Local businesses make up the heart of a community and the livelihoods of those who run them. In “Kim’s Convenience,” a business becomes a harbinger of family reconnection and a way to give people in that family purpose when they feel lost in a messy world.
Adam Blanshay Productions presents Soulpepper Theatre Company’s “Kim’s Convenience,” the heartwarming comedy play turned TV show, returning to its original theater format at The Huntington’s Calderwood Pavilion from Nov. 6–30. It stars the playwright, Ins Choi, as Mr Kim, or Appa, Esther Chung as Mrs. Kim, or Umma, Ryan Jinn as Jung, Kelly J. Seo as Janet, and Brandon McKnight as Alex, among other small characters that appear only once in the play.
Weyni Mengesha, the artistic director of Soulpepper Theatre in Toronto, serves as the director of this show as well. She has long collaborated with Choi, directing the original play as well as its off Broadway run in 2017. “Kim’s Convenience” premiered in 2011 at the Toronto Fringe Festival, making its way to Soulpepper Theatre Company in 2012.
In 2016, the play was adapted into a Canadian TV show that ran for five seasons, now available on Netflix. It starred “Barbie” (2023) actor Simu Liu in the role of Jung. The show spends longer unraveling the interpersonal issues between the characters than the play does, with Jung and Appa not reconnecting until season two of the show.
Choi once played Jung in the show’s infancy, but joked in a Boston Globe interview that he “got old,” allowing him to now play Mr. Kim..
The intimate 90-minute play centers around the Kim family’s feelings surrounding the fate of their family business, which is at risk of being bought up and turned into condos due to increasing gentrification in Toronto.
Appa’s children, Janet and Jung, offer differing perspectives to the first-generation immigrant experience. Kelly J. Seo brings vivacity and humor to Janet, particularly while acting out relatable experiences for children of immigrants, such as attempting to translate nuances of a foreign language to parents who are not native English speakers.
Throughout the show, they experience the forming of new relationships, the mending of old ones, and the reimagining of the family dynamic, all within one convenience store on the brink of extinction.
The show takes place on a singular set: the convenience store that Mr.
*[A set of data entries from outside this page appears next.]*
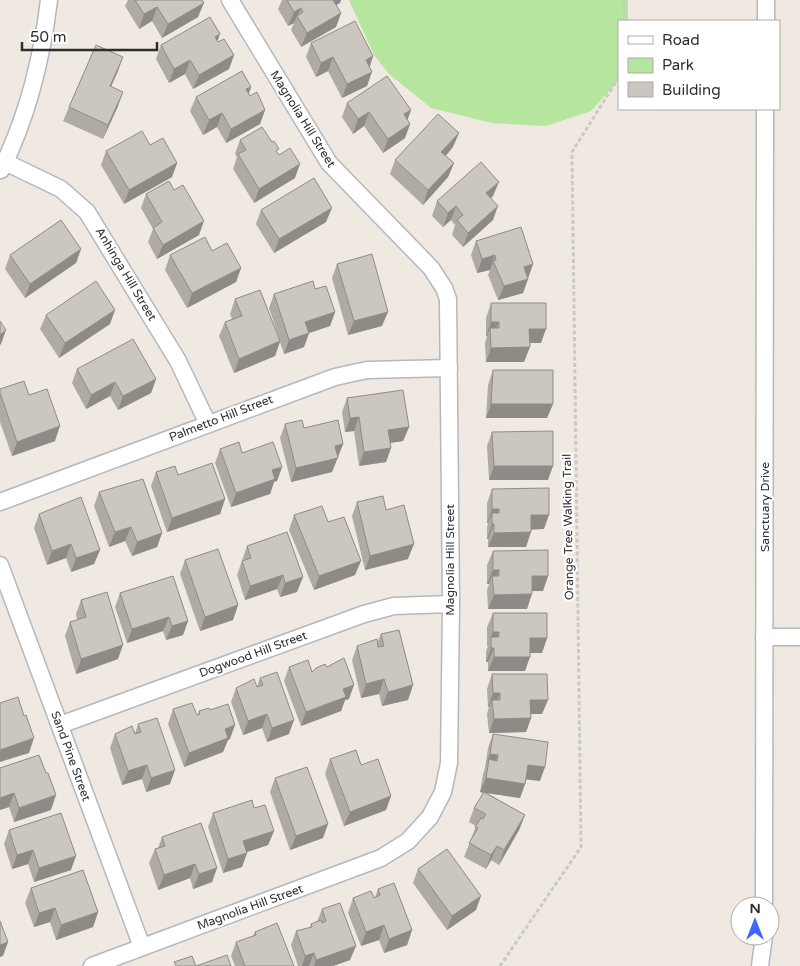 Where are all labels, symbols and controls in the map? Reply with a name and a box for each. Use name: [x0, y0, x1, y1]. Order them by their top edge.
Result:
scale bar: [22, 20, 158, 52]
legend: [618, 20, 780, 110]
text: 50 m: [30, 28, 67, 46]
text: Road: [662, 31, 700, 49]
text: Park: [662, 56, 694, 74]
street label: Magnolia Hill Street: [267, 68, 339, 170]
text: Building: [662, 81, 721, 99]
street label: Anhinga Hill Street: [93, 225, 160, 324]
street label: Palmetto Hill Street: [167, 392, 275, 444]
street label: Orange Tree Walking Trail: [560, 454, 576, 600]
street label: Sanctuary Drive: [758, 462, 772, 552]
street label: Magnolia Hill Street: [443, 504, 457, 616]
street label: Dogwood Hill Street: [197, 628, 309, 680]
street label: Sand Pine Street: [48, 709, 94, 803]
street label: Magnolia Hill Street: [195, 881, 305, 933]
north arrow: [730, 896, 780, 946]
text: N: [749, 900, 761, 917]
Kim owns and runs with his family. This staging demonstrates how the shop serves as the center of both external and internal conflict. The convenience store setting is rendered in immense detail, complete with shelves stocked full of products, a radio and tea kettle behind the register, and newly imported Korean energy drinks that Appa offers to his customers throughout the show.
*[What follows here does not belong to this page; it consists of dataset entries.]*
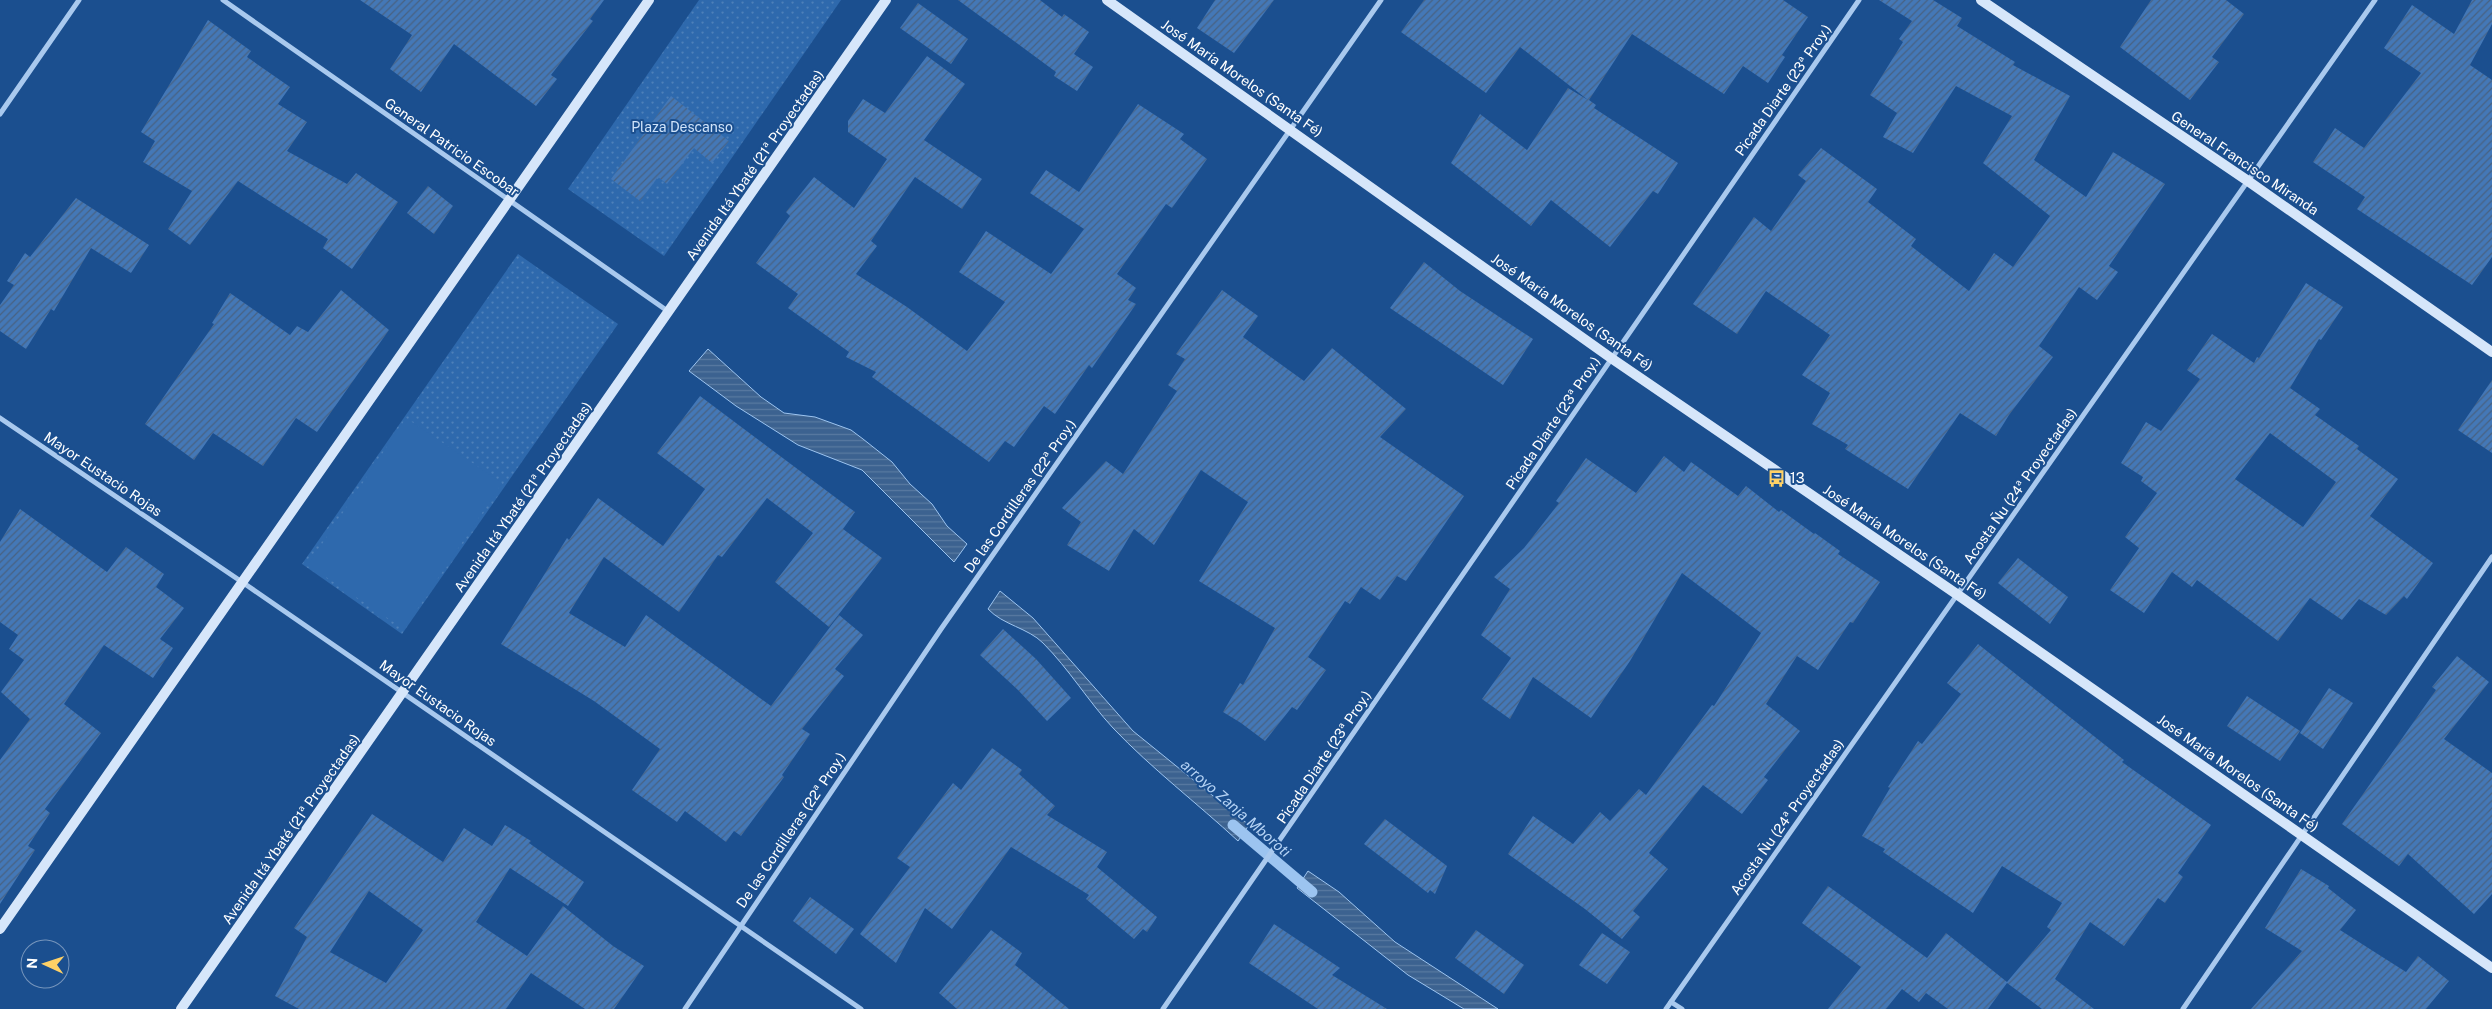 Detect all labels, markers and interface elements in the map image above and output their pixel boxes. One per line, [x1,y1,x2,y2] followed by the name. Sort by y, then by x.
[1158,16,1326,140] street label: José María Morelos (Santa Fé)
[1732,21,1834,159] street label: Picada Diarte (23ª Proy.)
[683,67,827,263] street label: Avenida Itá Ybaté (21ª Proyectadas)
[382,94,522,200] street label: General Patricio Escobar
[2168,108,2322,218] street label: General Francisco Miranda
[631,119,733,135] park label: Plaza Descanso
[1488,250,1656,374] street label: José María Morelos (Santa Fé)
[1503,354,1603,492] street label: Picada Diarte (23ª Proy.)
[451,399,595,595] street label: Avenida Itá Ybaté (21ª Proyectadas)
[1959,404,2080,567] street label: Acosta Ñu (24ª Proyectadas)
[961,416,1079,576] street label: De las Cordilleras (22ª Proy.)
[41,429,165,519] street label: Mayor Eustacio Rojas
[1766,468,1786,488] bus stop icon: 13
[1790,470,1805,486] place label: 13
[1820,481,1990,603] street label: José María Morelos (Santa Fé)
[377,657,499,749] street label: Mayor Eustacio Rojas
[1274,688,1374,826] street label: Picada Diarte (23ª Proy.)
[2154,711,2322,835] street label: José María Morelos (Santa Fé)
[219,731,363,927] street label: Avenida Itá Ybaté (21ª Proyectadas)
[1726,735,1847,898] street label: Acosta Ñu (24ª Proyectadas)
[733,749,849,911] street label: De las Cordilleras (22ª Proy.)
[1178,756,1295,860] water label: arroyo Zanja Mboroti
[20,939,70,989] north arrow
[24,957,40,969] text: N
Mr. Kim, also called Appa, Korean for “father”, gets into fights with his children in the store but wars with himself in quieter moments of solitude, where he is forced to reckon with its possible future in the face of displacement.
A touching and pointed moment in the show starts as a rip-roaringly funny sequence. After Alex, an old friend of Jung’s, goes on a date with Janet, Appa holds Alex (Brandon McKnight) by his arm, demanding (benevolently) to know if he likes Janet. He had earlier lamented, in another example of a relatable immigrant parent experience, that Janet was still single at 30.
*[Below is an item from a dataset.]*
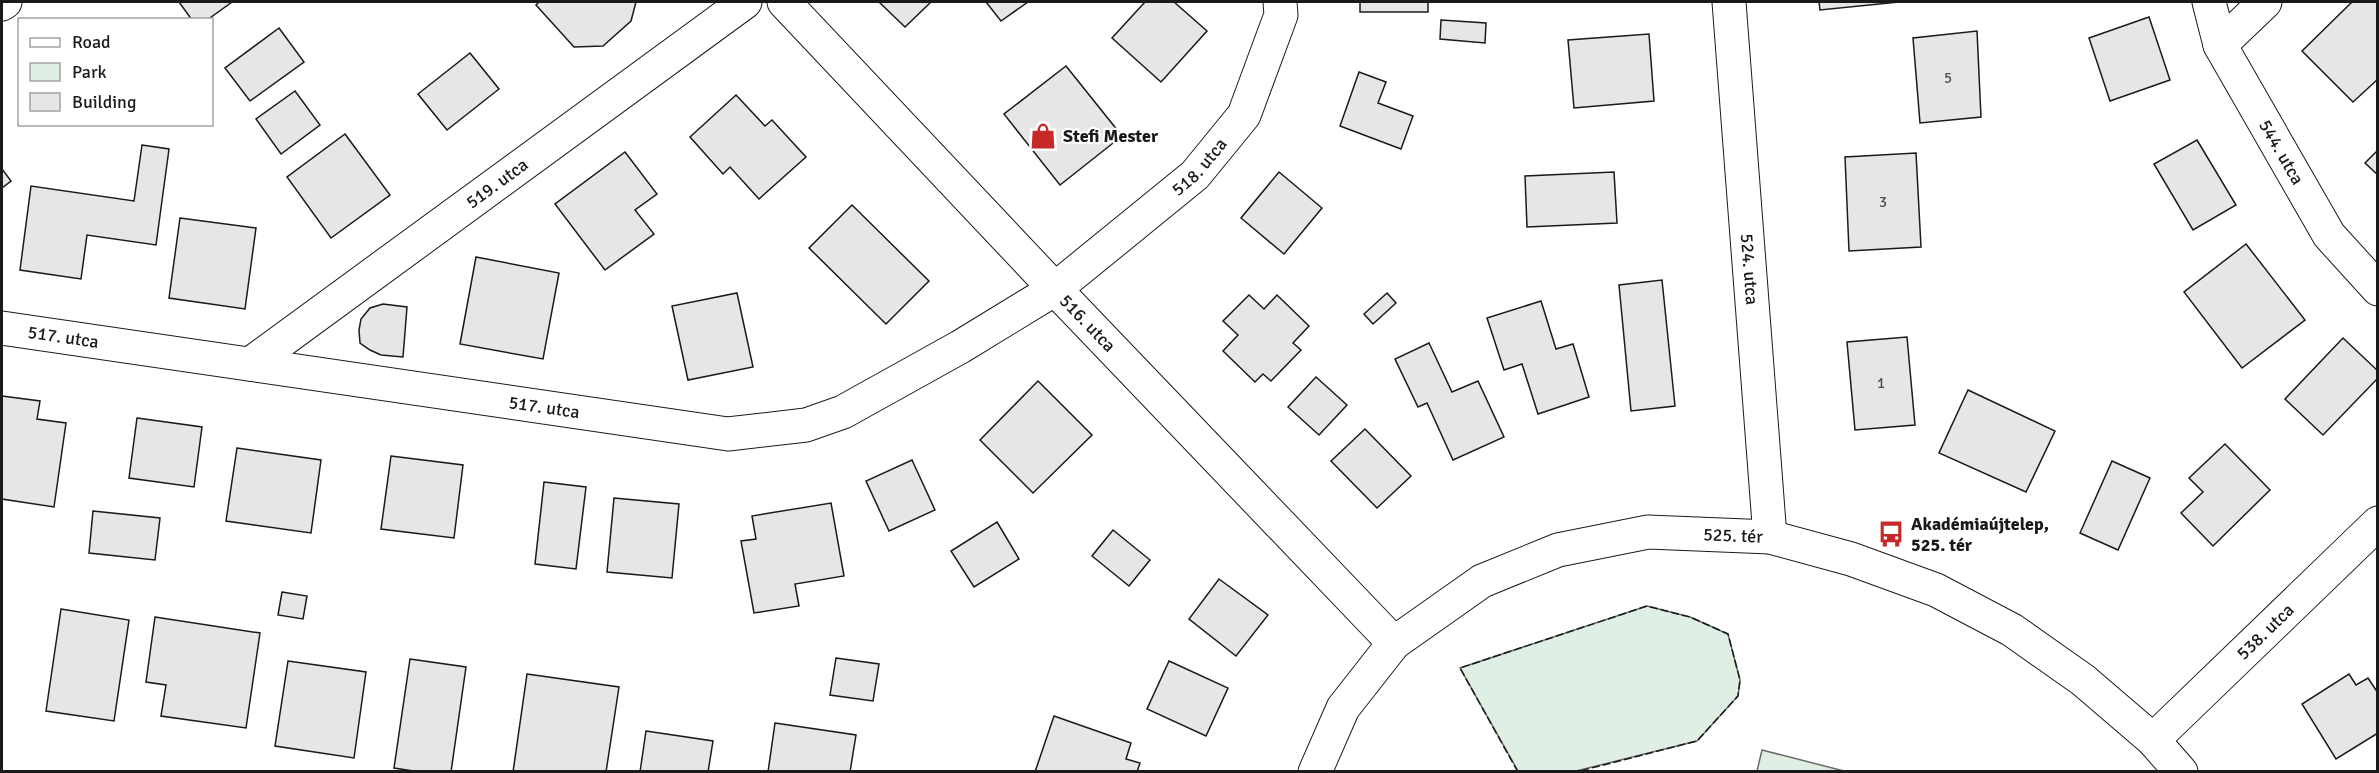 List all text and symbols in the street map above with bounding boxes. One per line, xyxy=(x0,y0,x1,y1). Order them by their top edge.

Janet then flips the tactic on Appa, not releasing him until he thanks her for the years she spent working in the store and for staying when her brother left. This touchstone issue allows Janet to release her resentment against her parents by getting the affirmation from her father that she has long craved, and take a step into her new life with Alex.
Jung, however, hangs over the show as an unanswered question—the son who, in a moment of retaliation against the life he was born into, left home at 16 and has not been back since. He comes on stage more than halfway through the play, reconnecting with his mother at church, where he shows her a photo of his son. When she tells him that the store may be sold, Jung chooses to return to the store and face his father.
The gentrification question isn’t fully answered by the end of the play. There isn’t an easy answer to that question that the audience is given. Instead, we are left to hope that with Jung’s implied resolution to carry on the legacy of the store, they can avoid it being closed forever.
The audience is left with the final image of Jung behind the cash register in the same spot Appa stood at the start of the play. This reflection implies that Jung will take over the store and continue what his father started while Janet follows her dreams of becoming a photographer. Both children are left with the potential for fulfilling lives, one within the original family circle and one outside of it.
The play is a longstanding, seminal work about the immigrant experience. It presents the audience with multiple perspectives that don’t add up to an easy answer about how the characters should live their lives and reckon with their multifaceted identities.
Appa said many times in the show that “my story is you,” referring to how the family’s immigration was for the betterment of his children’s lives. While undeniably rooted in Korean culture, “Kim’s Convenience” could be the story of any immigrant family and how they relate to one another amidst the cultural differences between parents and children that come with living in a new country.
In the play, the store is a convenient way to represent the heart of a family and a way to keep heritage alive.